I would say procedure is what we work out which gets us to justice most often and gets us to injustice least often. Open courts, trial by jury, rules of evidence, all that jazz.
In some cases, there's no substitute for experience. So if, for example, the lower federal courts prove more callous toward the unborn than the U. S. Supreme Court and the state courts, then by all means devise a procedure which takes this into account.
...and I'm afraid it's a bit late to worry about procedural wrangling over abortion. That's been going on for years, now people are flipping out because the prolifers have found out a procedural angle which favors the unborn.
Proceduralism:
https://www.loc.gov/exhibits/pointing-their-pens-editorial-cartoons/middle-east.html#obj027_01
(granted of course that there are procedural angles which are ends in themselves, like avoiding forced self-incrimination, which is both an end (human dignity) and a means (avoiding false confessions))

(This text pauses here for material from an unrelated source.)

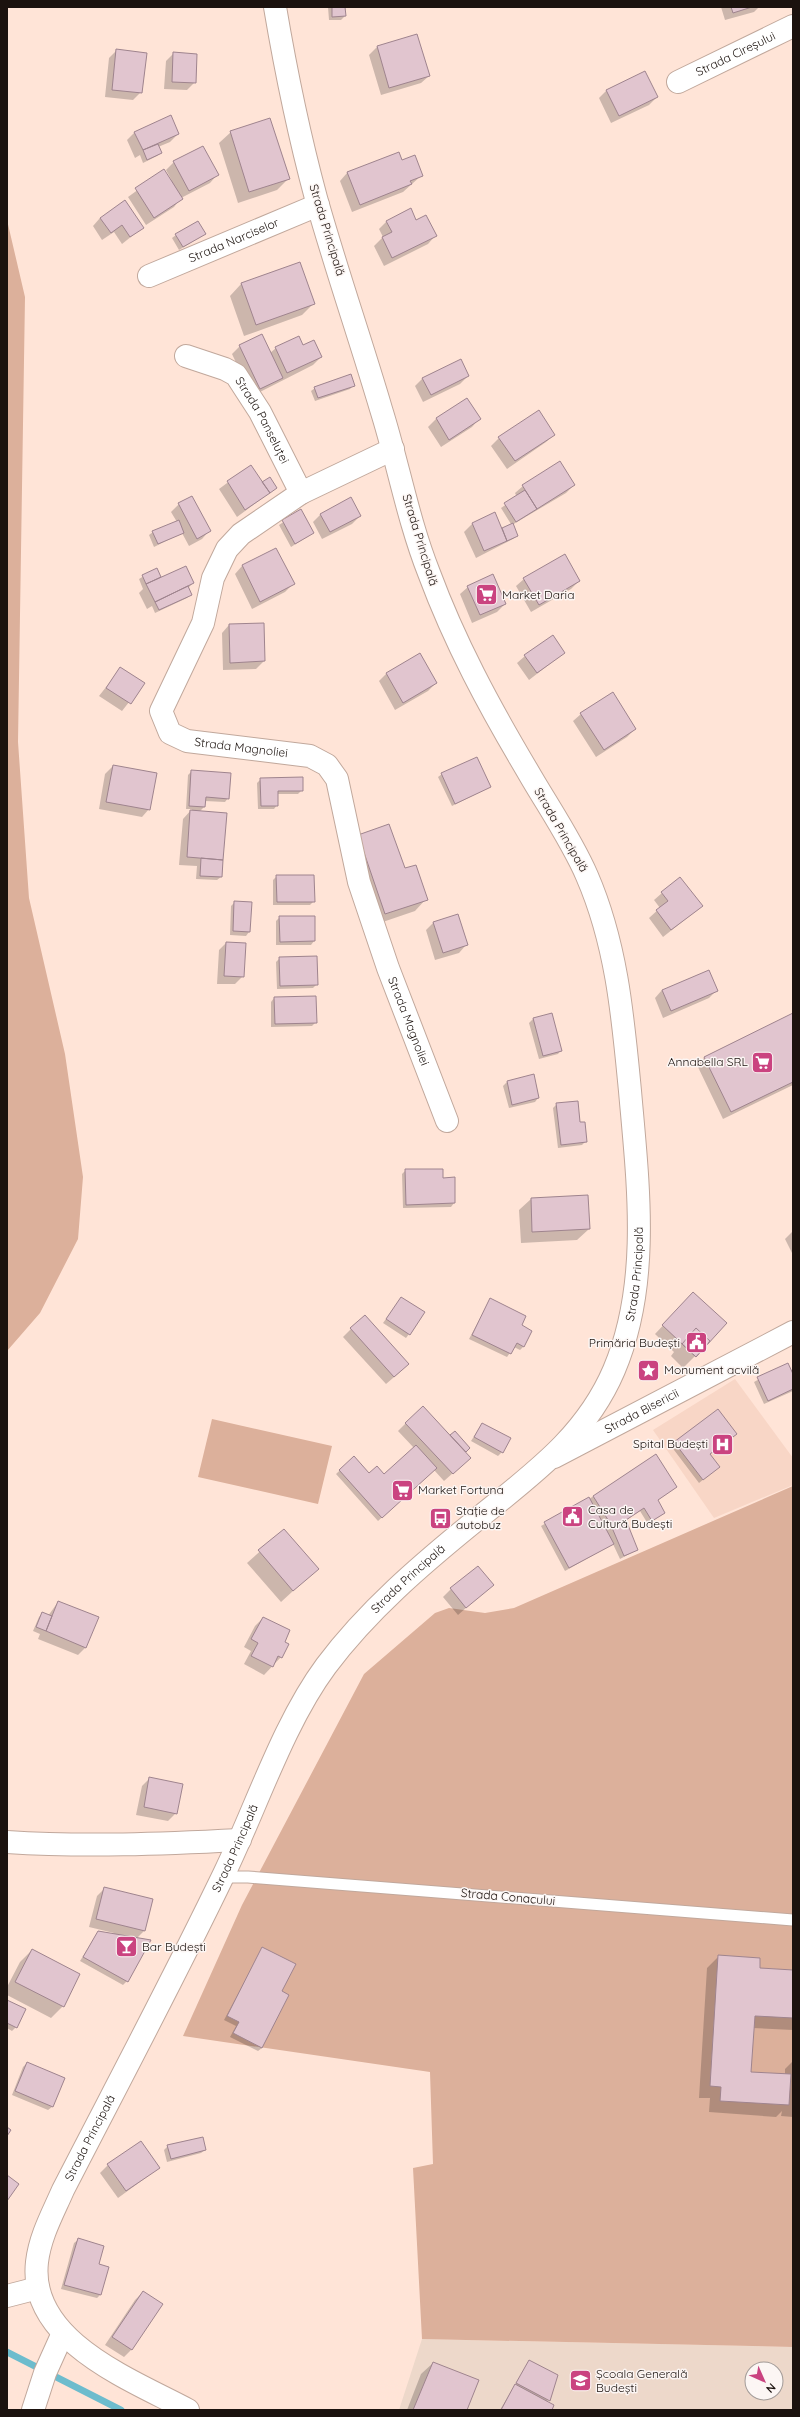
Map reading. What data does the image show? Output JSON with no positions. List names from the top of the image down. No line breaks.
{"streets":{"main road":["Strada Cireșului","Strada Principală","Strada Narciselor","Strada Panseluței","Strada Magnoliei","Strada Bisericii"],"lane":["Strada Conacului"]},"crossings":[["Strada Principală","Strada Narciselor"],["Strada Principală","Strada Magnoliei"],["Strada Principală","Strada Bisericii"],["Strada Principală","Strada Conacului"],["Strada Panseluței","Strada Magnoliei"]],"places":{"supermarket":["Market Daria","Annabella SRL","Market Fortuna"],"public building":["Primăria Budești","Casa de Cultură Budești"],"place":["Monument acvilă"],"hospital":["Spital Budești"],"bus stop":["Stație de autobuz"],"bar":["Bar Budești"],"school or university":["Școala Generală Budești"]},"north":"bottom right"}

(granted of course that there are procedural angles which are ends in themselves, like avoiding forced self-incrimination, which is both an end (human dignity) and a means (avoiding false confessions))
Here's a great procedure:
FIRST convince more than 15% of the people that "the unborn" (or "preborn" or "living human being" or whatever emotionally loaded, factually unsupported phrase anti-abortion folks are using lately) should replace "the fetus".

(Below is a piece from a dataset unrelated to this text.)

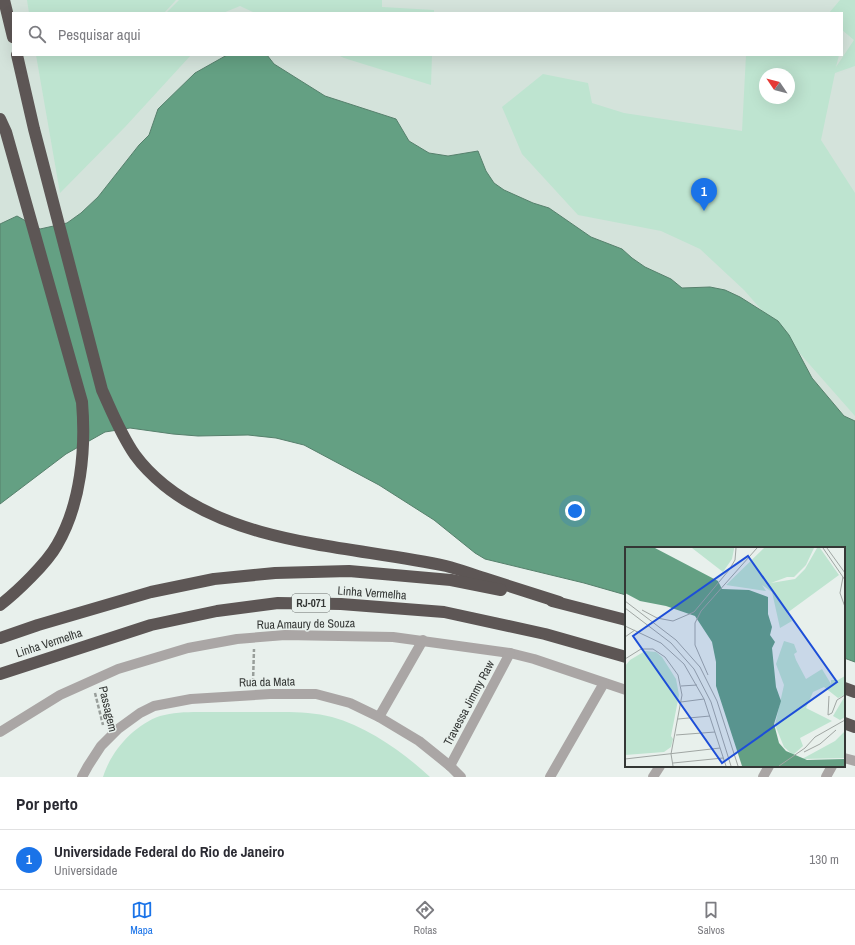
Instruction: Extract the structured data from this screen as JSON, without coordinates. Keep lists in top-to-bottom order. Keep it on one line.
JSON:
{"streets":{"highway":["Linha Vermelha","RJ-071"],"street":["Rua Amaury de Souza","Rua da Mata","Travessa Jimmy Raw"],"path":["Passagem"]},"crossings":[["Rua Amaury de Souza","Travessa Jimmy Raw"],["Rua Amaury de Souza","Passagem"],["Rua da Mata","Travessa Jimmy Raw"],["Rua da Mata","Passagem"]],"north":"top left","page":{"search":"Pesquisar aqui","pins":"1","heading":"Por perto","list":[{"mark":"1","name":"Universidade Federal do Rio de Janeiro","note":"Universidade","value":"130 m"}],"nav":["Mapa","Rotas","Salvos"]}}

THEN try to make it a legal requirement for the 85% of us that don't agree with you.
But that would allow people to choose their own religions and moral beliefs, and we can't have that. Coercive Christianity is completely consistent with the Constitution, right?

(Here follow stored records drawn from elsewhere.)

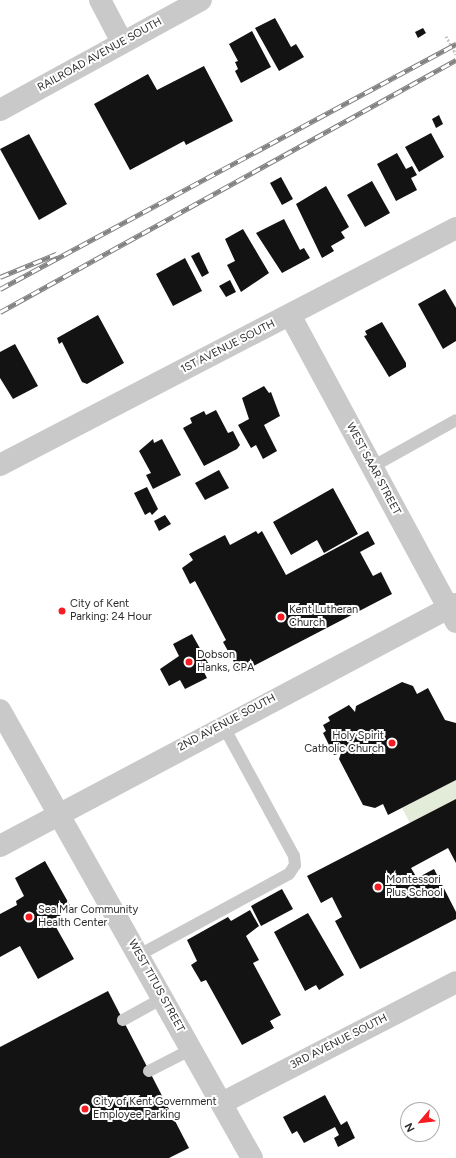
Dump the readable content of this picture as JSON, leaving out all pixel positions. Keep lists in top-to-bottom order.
{
  "streets": {
    "street": [
      "RAILROAD AVENUE SOUTH",
      "1ST AVENUE SOUTH",
      "WEST SAAR STREET",
      "2ND AVENUE SOUTH",
      "WEST TITUS STREET",
      "3RD AVENUE SOUTH"
    ]
  },
  "crossings": [
    ["1ST AVENUE SOUTH", "WEST SAAR STREET"],
    ["WEST SAAR STREET", "2ND AVENUE SOUTH"],
    ["2ND AVENUE SOUTH", "WEST TITUS STREET"],
    ["WEST TITUS STREET", "3RD AVENUE SOUTH"]
  ],
  "places": [
    "City of Kent Parking: 24 Hour",
    "Kent Lutheran Church",
    "Dobson Hanks, CPA",
    "Holy Spirit Catholic Church",
    "Montessori Plus School",
    "Sea Mar Community Health Center",
    "City of Kent Government Employee Parking"
  ],
  "north": "bottom left"
}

Oh, indeed, we need to get rid of those pesky commandments against murder, theft, and perjury. Anything forbidden by major religions should obviously be legal. There can be no sound reason why any of these things should be banned, outside of a theocracy of course.
Oh, indeed, we need to get rid of those pesky commandments against murder, theft, and perjury. Anything forbidden by major religions should obviously be legal. There can be no sound reason why any of these things should be banned, outside of a theocracy of course.
But wait, the Religious Coalition for Reproductive Choice says abortion should be legal
https://rcrc.org/
...so, logically, we should *ban* abortion, just to to show the Religious Coalition for Reproductive Choice that they can't tell us what to do.
Seriously, if a rabbi told you not to jump off a bridge, would you jump anyway just to spite him?
"“the unborn” (or “preborn” or “living human being” or whatever emotionally loaded, factually unsupported phrase anti-abortion folks are using lately"
So they're born?
And they're dead?
Or they're not human?
Which facts are you positing?
In the English case of Mounsey v Earl of Lonsdale (1870) LR 6 Ch App 141, at page 143, James LJ said:
This case reminds me of what I was informed, forty years ago , by the late Mr Jacob, that questions in this Court [that is to say, the Court of Chancery] are in the following order, with respect to the importance attached to them and the zeal with which they are argued, namely, practice first, costs second, and merits third and last.
Did Texans include an exemption for religious claimants in the liability-for-abortion bill? Surely those moved to assist a woman for religious reasons would be respected in Texas . . .
always remember lawyers' true superpower
Marvel should make a new super-character: Procedure Man. When the villains attack, he brings out his arsenal. Ripeness, Mootness, Failure to State a Claim. In extreme circumstances, he invokes his most powerful weapon: Pre-Emption.
And I wouldn't put it past the geniuses at Disney to try it.
How many billion dollar productions must a company develop before its personnel can dodge your 'geniuses' snipe, Cal Cetin?
Not a fan of mainstream entertainments? Are Gutfeld!, Left Behind movies, faith healers, Last Man Standing, Pat Boone records, Tom Selleck reruns, and rattlesnake-juggling shows more to your liking?
Living at the disaffected conservative fringe seems profoundly sad.